Mr. Chairperson, distinguished delegates:
Minority victims of crimes face many obstacles when approaching the police.
Police killings of African-American men and campaigns such as
#BlackLivesMatter have shone a spotlight on discriminatory attitudes among
US law enforcement personnel. African-American men are 21 times more
likely to be killed by police in the United States than their non-Latino white
counterparts. Whenever criminal proceedings against the officers involved are
closed (as happened in the cases of Michael Brown and Eric Garner), this leads
to severe doubts among African-American victims of crimes that their own
cases will ever be treated seriously.
The US government must urgently do more to tackle these issues, especially
given the International Decade on Persons of African Descent.

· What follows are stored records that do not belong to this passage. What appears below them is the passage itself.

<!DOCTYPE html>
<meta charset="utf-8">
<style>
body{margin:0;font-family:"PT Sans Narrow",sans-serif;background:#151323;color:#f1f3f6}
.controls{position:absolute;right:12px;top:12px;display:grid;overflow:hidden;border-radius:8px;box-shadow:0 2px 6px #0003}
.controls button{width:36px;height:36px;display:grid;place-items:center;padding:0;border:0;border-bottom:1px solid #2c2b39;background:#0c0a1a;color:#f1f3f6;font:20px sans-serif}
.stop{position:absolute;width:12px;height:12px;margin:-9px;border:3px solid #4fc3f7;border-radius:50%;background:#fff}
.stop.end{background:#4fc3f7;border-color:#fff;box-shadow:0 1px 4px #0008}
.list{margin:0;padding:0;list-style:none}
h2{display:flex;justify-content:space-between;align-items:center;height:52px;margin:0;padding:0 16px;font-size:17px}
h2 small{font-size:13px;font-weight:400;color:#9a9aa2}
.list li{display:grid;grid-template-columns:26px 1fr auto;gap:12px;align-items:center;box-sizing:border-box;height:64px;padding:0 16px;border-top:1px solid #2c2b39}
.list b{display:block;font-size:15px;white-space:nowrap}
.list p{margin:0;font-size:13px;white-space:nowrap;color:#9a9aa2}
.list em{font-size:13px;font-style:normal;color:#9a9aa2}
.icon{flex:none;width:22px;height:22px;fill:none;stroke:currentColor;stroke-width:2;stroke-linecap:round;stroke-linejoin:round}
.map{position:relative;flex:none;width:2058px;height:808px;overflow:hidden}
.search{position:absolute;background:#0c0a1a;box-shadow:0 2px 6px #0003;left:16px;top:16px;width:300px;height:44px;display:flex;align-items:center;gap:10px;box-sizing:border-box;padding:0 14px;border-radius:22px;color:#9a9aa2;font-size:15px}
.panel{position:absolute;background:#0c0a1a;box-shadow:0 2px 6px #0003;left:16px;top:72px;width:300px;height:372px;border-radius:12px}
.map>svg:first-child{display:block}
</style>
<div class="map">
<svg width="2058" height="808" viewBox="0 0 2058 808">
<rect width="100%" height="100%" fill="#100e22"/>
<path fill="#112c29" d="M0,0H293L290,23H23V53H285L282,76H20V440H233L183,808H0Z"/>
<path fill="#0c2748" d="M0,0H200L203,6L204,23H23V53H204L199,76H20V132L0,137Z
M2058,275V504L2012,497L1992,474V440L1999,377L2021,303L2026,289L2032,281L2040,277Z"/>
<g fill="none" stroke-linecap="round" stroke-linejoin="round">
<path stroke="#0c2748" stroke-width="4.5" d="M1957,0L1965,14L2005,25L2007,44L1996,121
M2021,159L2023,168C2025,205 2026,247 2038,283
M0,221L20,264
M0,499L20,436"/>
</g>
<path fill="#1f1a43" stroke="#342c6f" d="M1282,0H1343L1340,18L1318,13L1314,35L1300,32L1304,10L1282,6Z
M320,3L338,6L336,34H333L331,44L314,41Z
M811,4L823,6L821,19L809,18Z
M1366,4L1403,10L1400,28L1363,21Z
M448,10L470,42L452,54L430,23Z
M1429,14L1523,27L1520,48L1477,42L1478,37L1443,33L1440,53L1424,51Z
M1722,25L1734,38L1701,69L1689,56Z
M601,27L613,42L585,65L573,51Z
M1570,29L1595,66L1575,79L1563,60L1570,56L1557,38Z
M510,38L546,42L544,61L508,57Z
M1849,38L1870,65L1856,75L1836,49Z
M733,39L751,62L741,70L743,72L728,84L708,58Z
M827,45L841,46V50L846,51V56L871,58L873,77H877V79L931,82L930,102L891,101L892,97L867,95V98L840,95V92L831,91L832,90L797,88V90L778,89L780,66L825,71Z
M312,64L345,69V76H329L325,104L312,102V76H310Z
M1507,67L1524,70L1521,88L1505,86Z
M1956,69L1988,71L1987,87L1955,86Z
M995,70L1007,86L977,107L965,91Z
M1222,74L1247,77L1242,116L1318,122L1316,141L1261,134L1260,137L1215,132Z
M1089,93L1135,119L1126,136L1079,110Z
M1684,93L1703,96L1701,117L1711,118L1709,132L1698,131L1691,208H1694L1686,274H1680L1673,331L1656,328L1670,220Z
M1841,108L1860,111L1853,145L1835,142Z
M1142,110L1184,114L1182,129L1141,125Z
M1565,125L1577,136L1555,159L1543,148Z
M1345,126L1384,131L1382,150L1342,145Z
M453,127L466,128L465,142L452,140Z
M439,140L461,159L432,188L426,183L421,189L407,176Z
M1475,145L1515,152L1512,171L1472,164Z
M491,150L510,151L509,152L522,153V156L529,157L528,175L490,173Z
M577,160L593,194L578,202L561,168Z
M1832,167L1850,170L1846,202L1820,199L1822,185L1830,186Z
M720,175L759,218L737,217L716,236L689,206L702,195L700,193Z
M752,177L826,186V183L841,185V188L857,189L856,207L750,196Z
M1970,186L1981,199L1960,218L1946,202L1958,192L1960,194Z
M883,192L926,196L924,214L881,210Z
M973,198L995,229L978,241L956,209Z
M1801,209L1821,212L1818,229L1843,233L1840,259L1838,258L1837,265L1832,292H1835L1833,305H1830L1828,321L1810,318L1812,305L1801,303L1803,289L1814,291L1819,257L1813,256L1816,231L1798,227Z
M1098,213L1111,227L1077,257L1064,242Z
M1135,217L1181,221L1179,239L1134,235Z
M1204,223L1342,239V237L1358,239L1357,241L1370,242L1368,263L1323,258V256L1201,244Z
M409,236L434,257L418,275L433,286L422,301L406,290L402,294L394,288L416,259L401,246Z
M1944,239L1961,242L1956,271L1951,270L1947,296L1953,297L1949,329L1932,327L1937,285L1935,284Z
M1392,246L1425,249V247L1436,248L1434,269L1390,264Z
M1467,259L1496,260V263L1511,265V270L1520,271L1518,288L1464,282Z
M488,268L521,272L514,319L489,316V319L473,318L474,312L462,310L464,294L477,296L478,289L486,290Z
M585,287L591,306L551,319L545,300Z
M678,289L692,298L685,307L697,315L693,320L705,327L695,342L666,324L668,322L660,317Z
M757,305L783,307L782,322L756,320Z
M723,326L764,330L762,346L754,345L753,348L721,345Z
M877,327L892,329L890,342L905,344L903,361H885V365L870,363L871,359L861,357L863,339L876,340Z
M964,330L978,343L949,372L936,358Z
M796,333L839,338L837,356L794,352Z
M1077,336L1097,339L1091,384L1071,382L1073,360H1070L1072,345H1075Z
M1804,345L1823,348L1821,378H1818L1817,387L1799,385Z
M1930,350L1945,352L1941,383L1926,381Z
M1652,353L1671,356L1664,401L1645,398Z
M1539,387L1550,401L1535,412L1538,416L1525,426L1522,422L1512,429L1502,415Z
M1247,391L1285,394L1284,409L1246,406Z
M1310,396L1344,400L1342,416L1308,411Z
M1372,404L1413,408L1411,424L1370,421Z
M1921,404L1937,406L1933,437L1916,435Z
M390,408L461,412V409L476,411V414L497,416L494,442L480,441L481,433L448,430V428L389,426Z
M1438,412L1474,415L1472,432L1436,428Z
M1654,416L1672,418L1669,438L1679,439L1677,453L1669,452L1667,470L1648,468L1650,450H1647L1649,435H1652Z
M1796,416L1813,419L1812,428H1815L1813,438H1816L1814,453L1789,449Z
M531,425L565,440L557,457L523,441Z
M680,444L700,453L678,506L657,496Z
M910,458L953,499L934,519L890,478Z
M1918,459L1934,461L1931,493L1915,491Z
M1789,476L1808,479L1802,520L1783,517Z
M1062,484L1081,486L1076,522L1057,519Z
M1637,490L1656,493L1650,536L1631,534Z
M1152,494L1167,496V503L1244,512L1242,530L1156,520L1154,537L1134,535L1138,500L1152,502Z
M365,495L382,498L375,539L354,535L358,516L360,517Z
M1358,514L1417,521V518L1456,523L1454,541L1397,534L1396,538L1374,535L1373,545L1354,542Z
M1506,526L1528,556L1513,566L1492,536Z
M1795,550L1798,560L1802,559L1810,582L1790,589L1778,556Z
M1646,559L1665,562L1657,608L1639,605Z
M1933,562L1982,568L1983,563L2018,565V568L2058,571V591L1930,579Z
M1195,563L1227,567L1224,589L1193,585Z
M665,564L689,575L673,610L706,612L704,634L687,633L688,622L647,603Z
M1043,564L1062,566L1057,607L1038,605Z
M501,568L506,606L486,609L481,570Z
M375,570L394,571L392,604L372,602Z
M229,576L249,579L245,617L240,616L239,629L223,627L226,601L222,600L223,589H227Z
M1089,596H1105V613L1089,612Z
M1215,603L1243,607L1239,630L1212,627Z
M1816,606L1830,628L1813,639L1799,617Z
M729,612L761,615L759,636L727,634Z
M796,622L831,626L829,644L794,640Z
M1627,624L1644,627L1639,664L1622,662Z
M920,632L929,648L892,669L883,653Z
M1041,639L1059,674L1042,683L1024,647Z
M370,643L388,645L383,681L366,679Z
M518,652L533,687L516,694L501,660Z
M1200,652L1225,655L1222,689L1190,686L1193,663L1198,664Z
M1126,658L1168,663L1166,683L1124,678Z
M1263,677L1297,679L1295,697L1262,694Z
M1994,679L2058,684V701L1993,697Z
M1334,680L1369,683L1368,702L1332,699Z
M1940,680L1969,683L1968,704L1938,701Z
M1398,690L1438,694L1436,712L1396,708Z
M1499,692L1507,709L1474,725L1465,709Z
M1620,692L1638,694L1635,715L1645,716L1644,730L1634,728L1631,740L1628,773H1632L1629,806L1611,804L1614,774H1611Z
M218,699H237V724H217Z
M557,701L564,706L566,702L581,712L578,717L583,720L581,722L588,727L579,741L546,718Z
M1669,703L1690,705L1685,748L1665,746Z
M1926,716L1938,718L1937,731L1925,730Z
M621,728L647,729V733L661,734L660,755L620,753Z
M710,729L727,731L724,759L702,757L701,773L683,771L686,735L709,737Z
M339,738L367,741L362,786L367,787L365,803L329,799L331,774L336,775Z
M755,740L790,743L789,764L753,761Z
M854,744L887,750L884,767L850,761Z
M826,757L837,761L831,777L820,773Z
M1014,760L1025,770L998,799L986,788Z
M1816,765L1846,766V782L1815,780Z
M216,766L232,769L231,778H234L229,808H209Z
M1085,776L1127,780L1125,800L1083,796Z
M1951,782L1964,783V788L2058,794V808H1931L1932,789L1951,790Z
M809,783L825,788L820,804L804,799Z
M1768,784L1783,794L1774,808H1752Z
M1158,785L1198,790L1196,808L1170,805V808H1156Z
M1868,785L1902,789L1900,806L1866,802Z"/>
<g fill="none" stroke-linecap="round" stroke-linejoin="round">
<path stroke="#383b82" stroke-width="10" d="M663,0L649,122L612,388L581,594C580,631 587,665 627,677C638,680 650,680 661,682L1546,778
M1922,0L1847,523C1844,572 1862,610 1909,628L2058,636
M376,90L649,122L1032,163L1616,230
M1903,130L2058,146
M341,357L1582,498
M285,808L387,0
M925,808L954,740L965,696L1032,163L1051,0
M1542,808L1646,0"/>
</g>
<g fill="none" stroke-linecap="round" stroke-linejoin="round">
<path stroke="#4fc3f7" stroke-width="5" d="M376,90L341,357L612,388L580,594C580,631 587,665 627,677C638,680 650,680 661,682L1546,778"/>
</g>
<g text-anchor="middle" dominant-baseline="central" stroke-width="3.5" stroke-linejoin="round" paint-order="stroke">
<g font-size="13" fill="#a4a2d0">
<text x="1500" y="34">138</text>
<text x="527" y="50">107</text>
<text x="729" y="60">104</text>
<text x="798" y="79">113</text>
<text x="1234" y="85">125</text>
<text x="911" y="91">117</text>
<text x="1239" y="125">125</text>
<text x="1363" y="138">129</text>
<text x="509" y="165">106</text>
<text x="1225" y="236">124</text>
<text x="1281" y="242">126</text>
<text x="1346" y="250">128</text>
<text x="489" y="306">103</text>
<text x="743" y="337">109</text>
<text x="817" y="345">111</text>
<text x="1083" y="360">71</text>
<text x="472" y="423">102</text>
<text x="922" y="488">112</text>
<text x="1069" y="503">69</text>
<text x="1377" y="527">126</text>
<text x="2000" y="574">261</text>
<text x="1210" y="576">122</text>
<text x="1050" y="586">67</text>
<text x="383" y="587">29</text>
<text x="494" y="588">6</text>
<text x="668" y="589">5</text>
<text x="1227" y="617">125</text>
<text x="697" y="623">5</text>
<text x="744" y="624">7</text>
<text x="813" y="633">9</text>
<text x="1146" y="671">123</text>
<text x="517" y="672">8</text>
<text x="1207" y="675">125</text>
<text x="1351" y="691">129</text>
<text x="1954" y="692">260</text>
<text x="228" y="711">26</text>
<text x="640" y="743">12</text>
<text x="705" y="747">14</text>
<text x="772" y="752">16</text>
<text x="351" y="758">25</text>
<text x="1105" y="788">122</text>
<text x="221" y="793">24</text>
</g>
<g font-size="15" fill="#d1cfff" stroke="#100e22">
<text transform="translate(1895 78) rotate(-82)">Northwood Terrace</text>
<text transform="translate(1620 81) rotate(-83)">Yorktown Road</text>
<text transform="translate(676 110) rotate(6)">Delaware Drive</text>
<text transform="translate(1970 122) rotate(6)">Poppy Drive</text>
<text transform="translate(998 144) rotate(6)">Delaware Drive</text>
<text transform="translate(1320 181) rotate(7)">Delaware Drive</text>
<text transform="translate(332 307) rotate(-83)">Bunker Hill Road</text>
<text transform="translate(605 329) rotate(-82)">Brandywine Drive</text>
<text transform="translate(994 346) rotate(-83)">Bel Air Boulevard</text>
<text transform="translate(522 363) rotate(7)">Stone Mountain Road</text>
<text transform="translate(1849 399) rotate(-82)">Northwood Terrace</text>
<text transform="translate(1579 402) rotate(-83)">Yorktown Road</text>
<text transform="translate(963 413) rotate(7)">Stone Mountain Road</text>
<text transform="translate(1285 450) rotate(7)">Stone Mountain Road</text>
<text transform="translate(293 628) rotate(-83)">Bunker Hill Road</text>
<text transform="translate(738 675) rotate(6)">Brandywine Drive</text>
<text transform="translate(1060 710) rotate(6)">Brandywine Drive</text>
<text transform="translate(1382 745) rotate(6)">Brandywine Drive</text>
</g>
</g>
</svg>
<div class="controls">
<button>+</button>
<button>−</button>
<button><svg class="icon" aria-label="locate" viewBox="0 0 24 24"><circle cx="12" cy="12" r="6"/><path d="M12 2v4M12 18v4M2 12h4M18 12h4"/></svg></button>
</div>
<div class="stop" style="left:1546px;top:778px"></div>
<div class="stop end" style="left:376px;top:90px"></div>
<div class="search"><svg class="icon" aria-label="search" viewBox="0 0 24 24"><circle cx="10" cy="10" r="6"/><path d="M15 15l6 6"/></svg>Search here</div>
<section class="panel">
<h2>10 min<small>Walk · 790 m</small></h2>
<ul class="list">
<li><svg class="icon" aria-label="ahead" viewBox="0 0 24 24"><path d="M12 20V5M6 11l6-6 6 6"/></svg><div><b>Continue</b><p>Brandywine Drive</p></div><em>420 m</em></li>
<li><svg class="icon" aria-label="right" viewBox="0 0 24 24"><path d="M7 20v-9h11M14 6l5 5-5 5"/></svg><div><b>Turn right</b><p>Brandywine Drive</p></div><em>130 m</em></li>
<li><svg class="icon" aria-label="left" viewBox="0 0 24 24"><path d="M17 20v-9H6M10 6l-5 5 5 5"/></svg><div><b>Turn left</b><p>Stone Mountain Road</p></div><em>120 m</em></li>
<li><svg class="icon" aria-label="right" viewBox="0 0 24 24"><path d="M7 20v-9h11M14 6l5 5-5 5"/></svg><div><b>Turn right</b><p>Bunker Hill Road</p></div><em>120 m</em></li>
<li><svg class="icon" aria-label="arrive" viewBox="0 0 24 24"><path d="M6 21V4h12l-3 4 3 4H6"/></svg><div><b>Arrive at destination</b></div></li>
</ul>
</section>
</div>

Police officers may also lack the skills and training to carry out their
investigations appropriately, especially when the victim is a minority woman
or girl. Attitudes of stigma – among police, within the minority community or
even the family – may indeed prevent minority women victims from ever filing
a complaint.
Minority victims of crimes may also fear that their complaints may lead to
negative repercussions. Meskhetian Turks in Russia who were victims of
ethnically motivated attacks did not report these instances to the police – due
to fear of reprisals. Such hesitancy becomes worse when police officers have
been themselves implicated in hate crimes, for instance in Greece.